The High Court has ruled in the case of Crest Nicholson v Ardmore Construction Ltd on the widened scope of the Building Safety Act 2022 (BSA) and the circumstances in which BLOs will be made against associated companies
Case Background
Ardmore Construction Ltd (ACL) was the principal contractor for a development in Portsmouth called the Admiralty Quarter, a significant development of nineteen residential apartment buildings constructed between 2007-2009.
As a result of investigations carried out after the Grenfell Tower tragedy, widespread fire safety defects were discovered in both the external wall system and internal fire safety measures. The claimants in the case referred the dispute with ACL regarding the external wall defects to adjudication. The adjudicator awarded Crest Nicholson approximately £14.9 million for the defects. ACL subsequently went into administration and therefore the sums awarded by the adjudicator were not paid.
Crest Nicholson pursued two types of BLOs against associated companies within the Ardmore group:
- An anticipatory BLO, making associated companies jointly liable for any potential future liability that ACL may be found to owe to Crest Nicholson under section 1 of the Defective Premises Act 1972 (DPA) or arising from a building safety risk within the meaning of section 130(6) of the Building Safety Act 2022 (BSA) – the anticipatory BLO.
- A BLO enforcing the adjudicator’s £14.9 million award onto the same group companies making them jointly and severally liable for the unpaid amount – the adjudication BLO.
Key Takeaways
The Court granted both orders pursued by Crest Nicholson as set out above. The Judge concluded that it was just and equitable to grant both BLOs against the associated companies. The decision confirmed that the assessment of whether it is just and equitable to grant a BLO is a broad, fact-specific test, and the power is discretionary and should be exercised having regard to the purpose of the BSA and all relevant factors.
Concerning the anticipatory BLO, the court ruled it had jurisdiction to make a BLO before ACL’s liability was established, either under section 1 of the DPA or arising from a building safety risk. The court dismissed arguments that it was premature to decide whether to grant a BLO before trial, concluding with a high degree of confidence, the development contained building safety risks and ACL would be liable for those risks.

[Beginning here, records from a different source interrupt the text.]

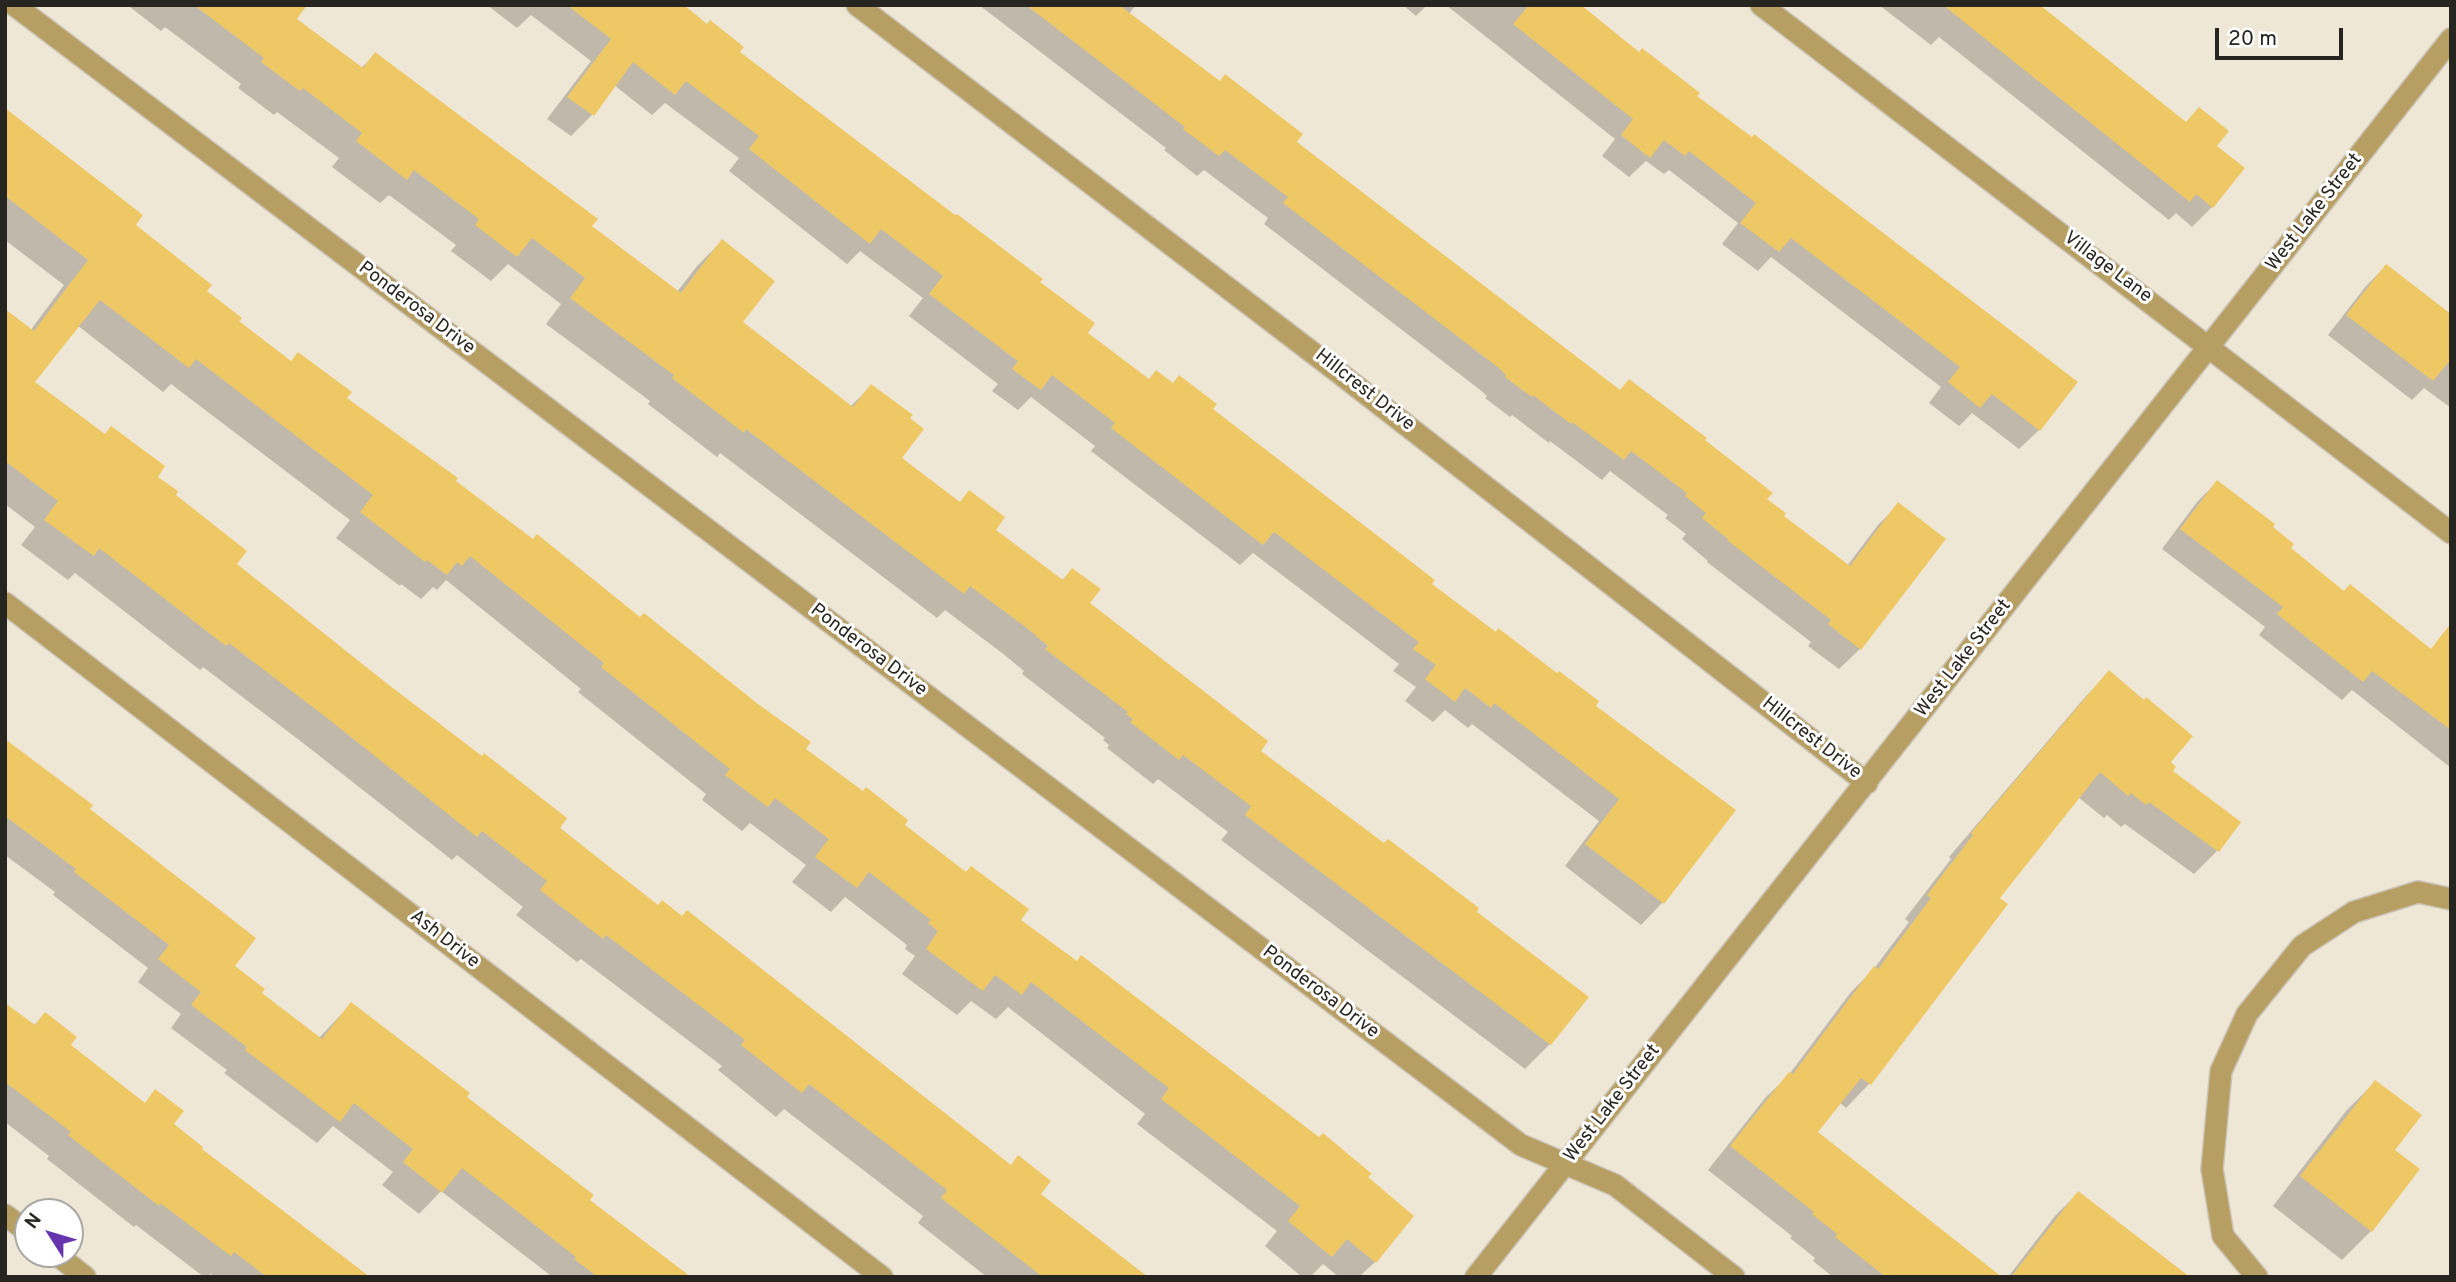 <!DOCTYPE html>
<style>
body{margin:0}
#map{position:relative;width:2456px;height:1282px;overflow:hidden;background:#efe7d6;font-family:Overpass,sans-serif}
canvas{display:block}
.frame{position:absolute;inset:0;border:7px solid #27251f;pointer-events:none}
.north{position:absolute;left:14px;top:1198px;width:70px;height:70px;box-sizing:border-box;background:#fff;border:2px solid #a9a8a5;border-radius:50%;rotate:307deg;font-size:19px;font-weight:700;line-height:28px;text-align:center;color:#27251f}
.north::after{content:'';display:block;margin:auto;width:24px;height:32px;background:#6634ac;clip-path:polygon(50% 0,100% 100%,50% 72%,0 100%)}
.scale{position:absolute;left:2215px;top:28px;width:128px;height:32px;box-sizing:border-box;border:4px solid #27251f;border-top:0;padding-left:9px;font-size:21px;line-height:24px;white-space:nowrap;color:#27251f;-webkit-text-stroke:5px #fff;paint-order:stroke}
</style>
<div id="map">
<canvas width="2456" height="1282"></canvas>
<div class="frame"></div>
<div class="north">N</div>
<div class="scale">20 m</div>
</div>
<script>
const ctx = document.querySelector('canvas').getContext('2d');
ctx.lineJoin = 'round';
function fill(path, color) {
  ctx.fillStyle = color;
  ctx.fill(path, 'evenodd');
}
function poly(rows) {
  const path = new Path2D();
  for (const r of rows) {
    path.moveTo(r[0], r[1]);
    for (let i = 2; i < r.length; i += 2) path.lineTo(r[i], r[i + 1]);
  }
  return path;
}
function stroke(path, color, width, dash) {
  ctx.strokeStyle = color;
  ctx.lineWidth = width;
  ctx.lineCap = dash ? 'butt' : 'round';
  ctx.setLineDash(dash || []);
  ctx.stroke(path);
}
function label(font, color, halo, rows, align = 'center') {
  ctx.font = font + ' Overpass,sans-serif';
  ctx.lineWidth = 6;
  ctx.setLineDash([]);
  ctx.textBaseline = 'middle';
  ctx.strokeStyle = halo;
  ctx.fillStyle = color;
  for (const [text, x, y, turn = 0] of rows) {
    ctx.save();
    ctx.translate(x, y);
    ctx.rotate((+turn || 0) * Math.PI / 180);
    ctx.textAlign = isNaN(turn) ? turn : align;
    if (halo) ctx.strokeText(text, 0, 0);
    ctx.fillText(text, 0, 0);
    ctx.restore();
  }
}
fill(poly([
 [132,5,292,5,294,19,360,69,375,55,590,226,677,292,697,266,722,241,741,323,850,407,871,386,900,458,959,503,969,492,993,530,1061,581,1072,570,1088,603,1258,751,1586,997,1550,1044,1525,1069,1221,840,1228,832,1158,779,1153,784,1107,748,1109,745,1103,740,1105,738,1022,674,1024,671,1002,653,945,610,937,618,720,453,717,457,648,404,650,401,546,324,561,304,508,264,491,281,451,251,456,245,389,195,380,203,332,167,339,158,277,112,274,115,238,88,241,84,165,27,161,31,130,7],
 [487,5,681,5,738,53,1038,283,1085,333,1148,381,1211,410,1430,584,1734,811,1662,903,1641,925,1565,866,1599,821,1472,724,1468,728,1445,710,1433,722,1405,701,1416,687,1393,671,1399,664,1253,553,1240,565,1091,451,1095,446,1031,397,1018,410,992,391,998,384,909,316,923,298,860,251,847,264,729,171,739,158,665,103,652,115,614,85,592,115,571,136,547,119,591,61,531,15,517,28],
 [979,5,1136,5,1128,15,1619,391,1629,381,1703,440,1782,516,1847,566,1878,525,1898,505,1860,649,1839,669,1808,646,1811,642,1707,562,1708,561,1682,539,1686,534,1665,518,1668,515,1610,471,1602,480,1550,441,1549,443,1512,415,1510,417,1485,398,1487,396,1479,389,1264,224,1268,218,1204,170,1197,176,1164,150,1166,148],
 [1403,5,1427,5,1416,16],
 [1446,5,1578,5,1695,96,2039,430,2019,449,1972,413,1959,426,1929,403,1941,387,1771,257,1758,271,1722,244,1738,223,1669,170,1664,174,1646,161,1629,177,1602,156,1615,139],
 [1879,5,2020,5,2215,146,2212,207,2192,227,2176,213,2169,220,1939,37,1931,45],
 [5,111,237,322,290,363,345,398,804,749,902,825,1018,920,1366,1178,1375,1262,1359,1277,1339,1277,1323,1264,1310,1277,1302,1277,1265,1246,1277,1231,1137,1124,1145,1114,1008,1007,996,1019,971,1001,957,1015,902,974,915,956,905,949,907,945,845,897,831,912,792,882,806,865,750,823,742,831,702,800,706,794,578,692,581,689,446,580,437,590,433,587,421,599,401,584,400,586,336,538,350,520,171,384,163,392,77,325,33,382,156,477,234,565,658,907,1145,1277,987,1277,918,1223,923,1216,784,1109,776,1117,718,1070,722,1066,581,959,577,962,516,915,523,907,457,855,452,860,303,743,203,667,200,670,75,573,68,580,21,545,35,527,5,504,5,312,30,331,64,285,5,240],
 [2386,266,2451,316,2451,408,2424,388,2412,400,2328,335,2366,286],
 [2217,482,2270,528,2288,549,2343,593,2451,665,2451,768,2352,690,2342,700,2259,635,2265,627,2162,549,2197,502],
 [2109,673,2169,763,2171,772,2217,851,2194,874,2125,824,2121,827,2107,815,2104,818,2078,797,1997,898,2005,904,1869,1084,1846,1108,1839,1102,1815,1132,1999,1277,1833,1277,1813,1261,1815,1258,1790,1238,1792,1236,1708,1170,1766,1097,1788,1076,1851,992,1873,970,1909,922,1905,919,1951,859,1949,857,2086,696],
 [5,742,88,809,232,967,259,993,319,1038,351,1004,588,1201,689,1277,549,1277,550,1275,441,1191,419,1214,382,1185,393,1172,333,1126,317,1143,224,1073,227,1070,171,1028,181,1014,138,982,148,968,53,895,55,892,5,855],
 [5,1005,33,1026,45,1014,68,1045,144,1104,156,1092,171,1124,199,1150,366,1277,214,1277,211,1274,204,1277,136,1225,134,1227,47,1159,49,1156,5,1122],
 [2375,1082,2393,1150,2371,1231,2342,1260,2273,1206,2346,1111],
 [2078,1193,2187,1277,2008,1277,2055,1216]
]), '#0003');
fill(poly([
 [194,5,307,5,297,19,363,68,375,52,598,219,592,226,681,293,722,239,775,281,743,322,853,407,871,384,913,415,910,418,924,429,902,458,960,502,969,490,1005,517,996,530,1063,580,1072,568,1101,589,1090,603,1268,741,1261,751,1384,843,1388,839,1479,908,1477,912,1589,997,1551,1045,1245,815,1251,806,1183,755,1179,760,1130,722,1133,719,1126,714,1128,712,1045,649,1048,646,1027,628,970,586,964,594,746,429,744,433,672,378,674,375,570,298,585,278,532,238,517,257,475,225,479,219,414,170,407,180,356,141,362,133,303,88,300,91,261,62,264,58],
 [567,5,684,5,707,24,710,20,744,47,740,52,955,215,957,214,1043,279,1040,282,1095,323,1088,333,1149,379,1156,370,1173,383,1179,375,1217,404,1213,409,1435,580,1432,584,1496,632,1498,628,1557,673,1559,671,1599,701,1596,706,1736,810,1664,904,1585,844,1619,799,1494,703,1491,708,1465,688,1455,702,1425,679,1436,665,1413,649,1419,642,1274,532,1263,545,1111,428,1115,423,1052,375,1041,390,1012,369,1018,361,929,294,943,276,881,229,870,244,749,149,759,136,686,81,675,95,633,62,594,116,567,97,611,39],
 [1026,5,1119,5,1220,81,1225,74,1303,134,1297,142,1620,390,1629,379,1707,438,1705,440,1773,493,1767,499,1786,513,1784,516,1850,566,1898,502,1946,539,1861,650,1828,624,1831,620,1727,540,1728,539,1702,518,1706,513,1685,496,1687,493,1631,451,1624,460,1572,422,1571,424,1533,395,1532,397,1505,377,1506,375,1499,368,1283,203,1288,197,1225,150,1219,156,1183,129,1185,127],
 [1529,5,1581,5,1639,52,1642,48,1700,93,1697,96,1752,137,1754,134,2078,382,2040,431,1992,394,1980,408,1948,382,1960,367,1791,238,1779,252,1740,223,1756,203,1689,151,1685,156,1664,140,1650,158,1621,135,1633,119,1513,24],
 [1943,5,2040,5,2186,122,2199,107,2229,131,2217,146,2245,168,2213,208,2196,194,2190,202],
 [5,108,143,215,136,225,212,285,207,291,242,318,239,321,291,361,298,352,352,392,347,398,458,478,456,481,533,539,537,534,640,617,644,613,758,704,811,742,806,749,863,791,866,787,908,820,905,825,966,872,971,866,1029,909,1021,920,1077,961,1081,955,1319,1137,1323,1133,1372,1174,1368,1177,1414,1216,1376,1263,1347,1239,1332,1257,1288,1221,1300,1206,1161,1099,1169,1088,1031,982,1022,995,995,975,983,991,926,949,938,931,928,923,931,920,869,872,857,888,815,857,829,839,775,798,768,807,725,775,730,769,601,667,604,663,470,556,462,566,457,562,447,575,427,560,425,562,360,512,373,495,196,359,189,368,100,300,35,382,105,434,111,426,165,466,158,477,178,491,176,495,247,551,237,564,385,682,482,756,484,753,567,818,560,828,658,905,662,900,682,916,687,910,1011,1165,1018,1155,1051,1181,1041,1194,1148,1277,1043,1277,941,1198,947,1190,809,1084,802,1093,741,1045,745,1040,606,935,603,939,540,890,547,881,482,831,477,837,327,718,229,643,226,646,99,548,94,556,44,520,58,501,5,461,5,309,34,331,88,260,5,196],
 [2386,264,2451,314,2451,359,2433,381,2346,315],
 [2217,480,2275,524,2273,527,2294,544,2291,548,2344,591,2350,584,2431,649,2451,623,2451,730,2372,671,2363,682,2277,614,2283,607,2180,529],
 [2109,670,2144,700,2146,697,2193,736,2171,762,2176,767,2173,771,2241,822,2219,852,2149,802,2146,805,2131,793,2128,796,2100,772,2000,898,2008,904,1871,1085,1861,1078,1818,1132,2002,1277,1886,1277,1835,1237,1837,1234,1812,1214,1814,1212,1730,1146,1789,1072,1793,1074,1874,966,1878,969,1931,898,1927,895,1973,835,1971,833],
 [5,739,93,805,90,809,256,938,235,966,265,989,262,993,322,1039,351,1002,470,1093,467,1097,594,1195,590,1200,691,1277,598,1277,574,1259,576,1257,462,1168,442,1193,403,1162,413,1149,354,1103,340,1122,245,1050,247,1047,191,1005,201,992,158,959,169,945,74,872,76,869,5,816],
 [5,1003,35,1025,45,1012,77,1037,71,1045,145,1103,155,1089,184,1111,174,1124,203,1147,202,1149,370,1277,267,1277,234,1252,231,1256,160,1203,159,1206,68,1135,71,1132,5,1082],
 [2375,1080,2422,1115,2395,1150,2420,1169,2372,1232,2300,1176],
 [2078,1191,2190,1277,2011,1277]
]), '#efc866');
const lane = poly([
 [2257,1277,2223,1236,2212,1169,2221,1071,2247,1014,2302,946,2354,912,2418,892,2451,899]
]);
const street = poly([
 [14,5,1521,1145,1615,1185,1734,1277],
 [857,5,1334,369,1867,783],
 [1761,5,2451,533],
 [5,603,882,1277],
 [5,1215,28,1232],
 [56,1254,85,1277],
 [1476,1277,2451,39]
]);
stroke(lane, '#cbc4b5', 24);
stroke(street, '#cbc4b5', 24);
stroke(lane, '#b79e63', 21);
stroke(street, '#b79e63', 21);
label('19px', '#27251f', '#fff', [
 ["West Lake Street",2315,213,-52],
 ["Village Lane",2107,268,37],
 ["Ponderosa Drive",416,309,37],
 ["Hillcrest Drive",1364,391,38],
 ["Ponderosa Drive",868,651,37],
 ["West Lake Street",1964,659,-52],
 ["Hillcrest Drive",1811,739,38],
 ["Ash Drive",444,940,38],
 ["Ponderosa Drive",1320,993,37],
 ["West Lake Street",1613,1104,-52]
]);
</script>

Concerning the adjudication BLO, the court ruled that an adjudicator’s decision could constitute a relevant liability under section 130 of the BSA. The court dismissed the argument that the temporarily binding nature of adjudicators’ decisions rendered them incompatible with BLOs.
Implications for Corporate Structures in Construction
This case is now the leading authority on BLOs – the decision confirms that section 130 of the BSA provides the court with powers to ensure that where there is relevant liability, associated companies of the party responsible for defective work can be pursued.
The judgement reinforces the ethos behind the BSA, that those who caused historical building safety defects should pay for their remediation, and that those liabilities cannot be ring-fenced and avoided through corporate restructuring. For construction contractors, this means that liabilities incurred by one company in a group can be extended to associated companies within that group, making them jointly and severally liable. The financial position of the associated company is irrelevant when determining whether to grant a BLO and it does not matter if the original body corporate has been dissolved; a BLO can still be made in respect of its associates.
Summary and Wider Impact on the Construction Sector
Crest Nicholson v Ardmore marks a significant turning point in the evolution of BLOs under the BSA. The decision highlights the courts’ readiness to give robust effect to judicial intention: ensuring that those responsible for building safety defects are held accountable, even where the original contracting party is insolvent and liability has yet to be fully determined by the court.
The judgment sends a clear signal that the corporate veil – and the wider protections afforded by group structures – will not shield associated companies from responsibility. Where building safety defects arise, associated companies may be required to answer for the liabilities of insolvent group members. Moreover, the Court’s confirmation of the relationship between adjudication and the BSA underscores that adjudication awards can serve as a powerful mechanism for pursuing recovery against associated companies.